To filter out these messages, I added two super simple procmail recipes to my .procmailrc file:
:0:
* Subject:.*koi8-r
$HOME/Maildir/.crap/
:0:
* Subject:.*windows-1251
$HOME/Maildir/.crap/
Keep in mind that for these recipes to work, the Cyrillic stuff has to appear in the email subject, which most of my spam seems to do. I haven’t done extensive testing, but will let this run for the coming weeks and report how it worked.
9 comments to “Using procmail to filter out Russian emails”
Well, so far so good. I’ve had no false positives or false negatives so far. Procmail has moved every piece of Cyrillic email I’ve received into my “crap” folder, which is exactly where I want it!
Thanks procmail!
Thanks! These recipes look like just what I need. I’ve had the same email address for over 15 years, and I stubbornly refuse to change it, so I’m on the list of every spammer everywhere. So anything that lets me chop out some of the trash before it hits Spamassassin saves load on my sysadmin’s CPU, and everybody’s happy.

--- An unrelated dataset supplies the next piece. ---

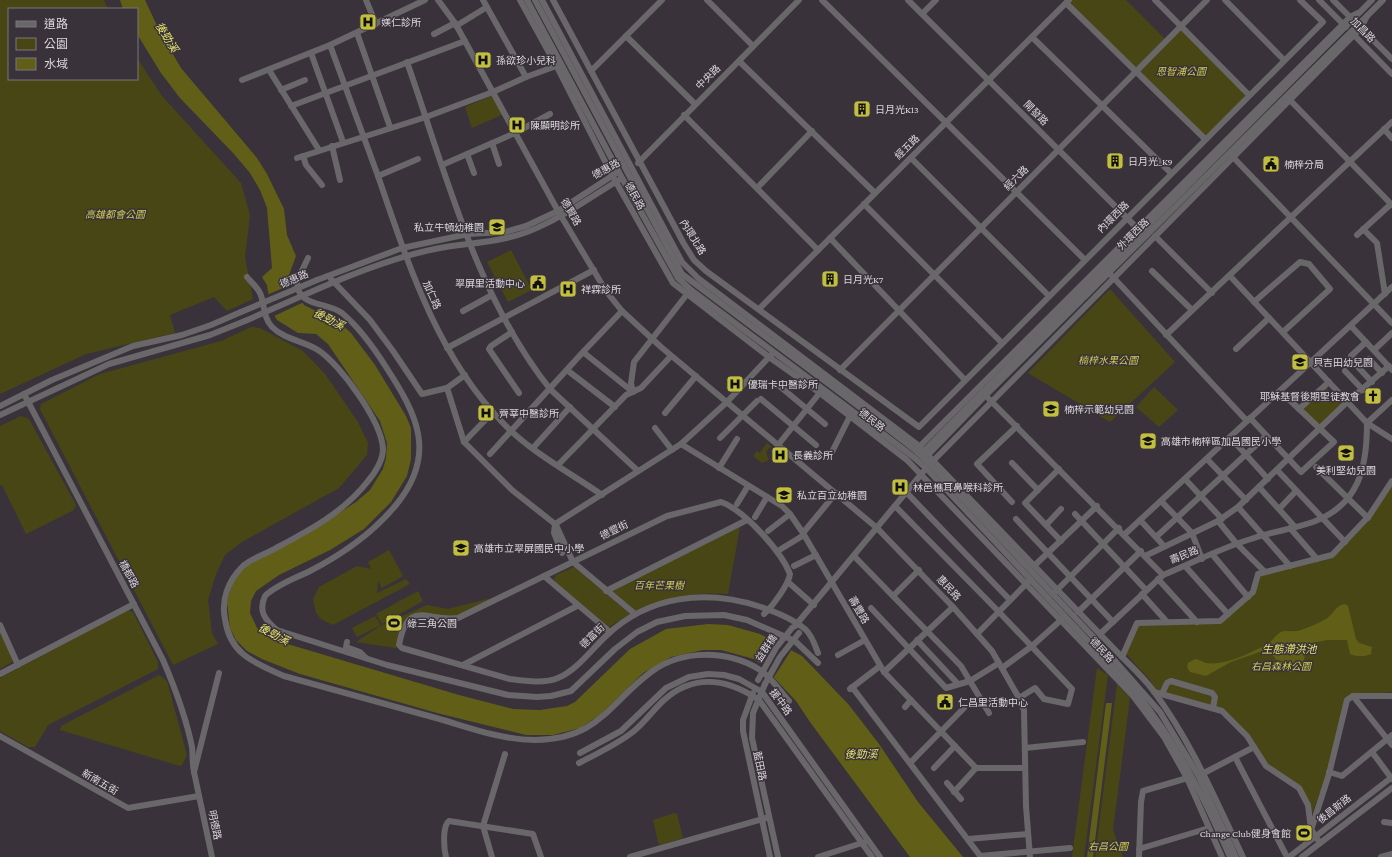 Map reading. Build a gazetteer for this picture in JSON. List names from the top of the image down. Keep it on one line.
{"streets":{"street":["加昌路","中央路","開發路","經五路","德惠路","經六路","德民路","德賢路","內環西路","外環西路","內環北路","加仁路","德豐街","壽民路","橋都路","惠民路","壽豐路","德富街","益群橋","援中路","藍田路","新南五街","後昌新路","明德路"]},"crossings":[["加昌路","外環西路"],["中央路","德惠路"],["中央路","德民路"],["中央路","內環北路"],["開發路","經五路"],["開發路","經六路"],["開發路","內環西路"],["開發路","外環西路"],["經五路","內環北路"],["德惠路","德民路"],["德惠路","德賢路"],["德惠路","加仁路"],["德惠路","橋都路"],["經六路","內環北路"],["德民路","外環西路"],["德民路","益群橋"],["德賢路","惠民路"],["內環西路","內環北路"],["外環西路","壽民路"],["外環西路","益群橋"],["德豐街","德富街"],["橋都路","新南五街"],["橋都路","明德路"],["惠民路","益群橋"],["壽豐路","益群橋"],["德富街","益群橋"],["益群橋","藍田路"],["援中路","藍田路"],["新南五街","明德路"]],"water":["後勁溪","生態滯洪池"],"parks":["恩智浦公園","高雄都會公園","楠梓水果公園","百年芒果樹","右昌森林公園","右昌公園"],"places":{"hospital":["媄仁診所","孫欲珍小兒科","陳顯明診所","祥霖診所","優瑞卡中醫診所","薺莘中醫診所","長義診所","林邑樵耳鼻喉科診所"],"building":["日月光K13","日月光_K9","日月光K7"],"public building":["楠梓分局","翠屏里活動中心","仁昌里活動中心"],"school or university":["私立牛頓幼稚園","貝吉田幼兒園","楠梓示範幼兒園","高雄市楠梓區加昌國民小學","美利堅幼兒園","私立百立幼稚園","高雄市立翠屏國民中小學"],"church":["耶穌基督後期聖徒教會"],"sports":["綠三角公園","Change Club健身會館"]},"legend":["道路","公園","水域"]} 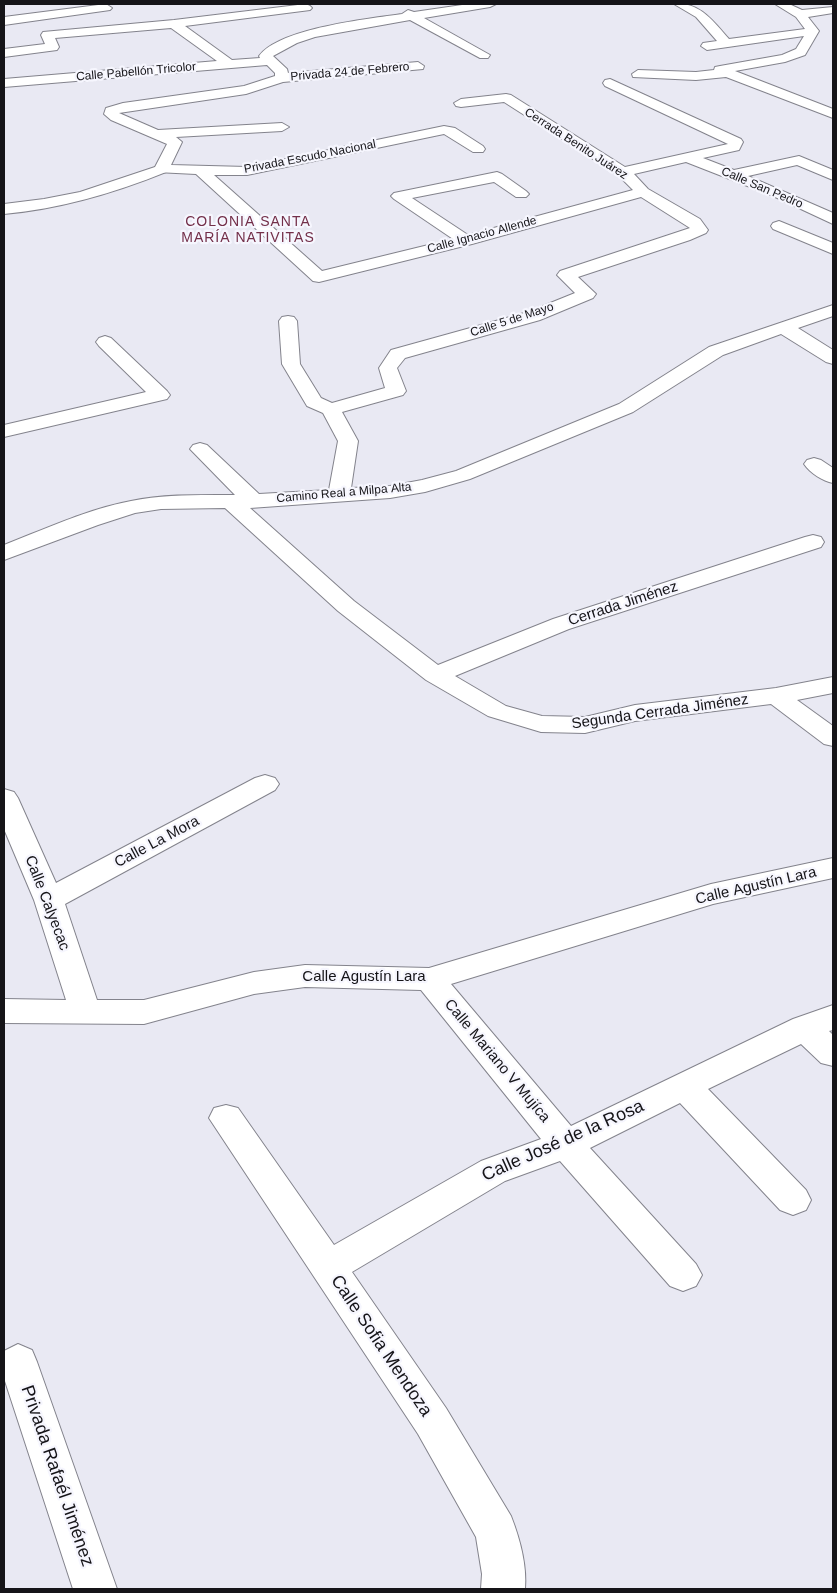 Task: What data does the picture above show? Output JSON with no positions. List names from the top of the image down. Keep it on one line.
{"streets":{"street":["Calle Pabellón Tricolor","Privada 24 de Febrero","Cerrada Benito Juárez","Privada Escudo Nacional","Calle San Pedro","Calle Ignacio Allende","Calle 5 de Mayo","Camino Real a Milpa Alta","Cerrada Jiménez","Segunda Cerrada Jiménez","Calle La Mora","Calle Agustín Lara","Calle Calyecac","Calle Mariano V Mujíca","Calle José de la Rosa","Calle Sofia Mendoza","Privada Rafaél Jiménez"]},"crossings":[["Cerrada Benito Juárez","Calle Ignacio Allende"],["Cerrada Benito Juárez","Calle 5 de Mayo"],["Privada Escudo Nacional","Calle Ignacio Allende"],["Calle Ignacio Allende","Calle 5 de Mayo"],["Camino Real a Milpa Alta","Segunda Cerrada Jiménez"],["Cerrada Jiménez","Segunda Cerrada Jiménez"],["Calle La Mora","Calle Calyecac"],["Calle Agustín Lara","Calle Calyecac"],["Calle Agustín Lara","Calle Mariano V Mujíca"],["Calle Mariano V Mujíca","Calle José de la Rosa"],["Calle José de la Rosa","Calle Sofia Mendoza"]],"districts":["COLONIA SANTA MARÍA NATIVITAS"]}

I’ve been running this procmail recipe for nearly 2 months with no false positives. I’ve collected lots of Russian email spam now. It’s so great to have that junk out of my inbox.
Your blog beats most everybody’s today! Thanks for the sanity saving recipe. You are my dreamboat of the week :-)
so, your Cyrillic comment was motivational effort. (as best as Dan and I could figure out)
You would think living in Russia and having the i.p. address we do that we would encounter all kinds of Russian spam but we don’t! (and if we do, we will use your filter to get it out so don’t erase this b/c Clinton would have to help us non tech oldie fogies out!)
Dan and Dee
Update: I’ve caught 337 pieces of spam with this rule now. :)
Dave,
Thanks for the koi8-r tip. I tried to use this as a filter on my incoming mail client, but the client doesn’t seem to be able to find the string in the subject line, even though it’s there in the raw source. Any hints as to how to use this on a client?
Cheers,
Allan
Apple Mail 3.6 on Mac OS 10.5.8
Allan: Good question. I’m not sure Apple Mail can do this, and I don’t have my Mac in front of me to play with it.
Can it filter on email header values? If so, the subject is just a header and you could theoretically add a filter against it.
What about users with mail clients configured to post messages in win-1251 by default but sending mails in English?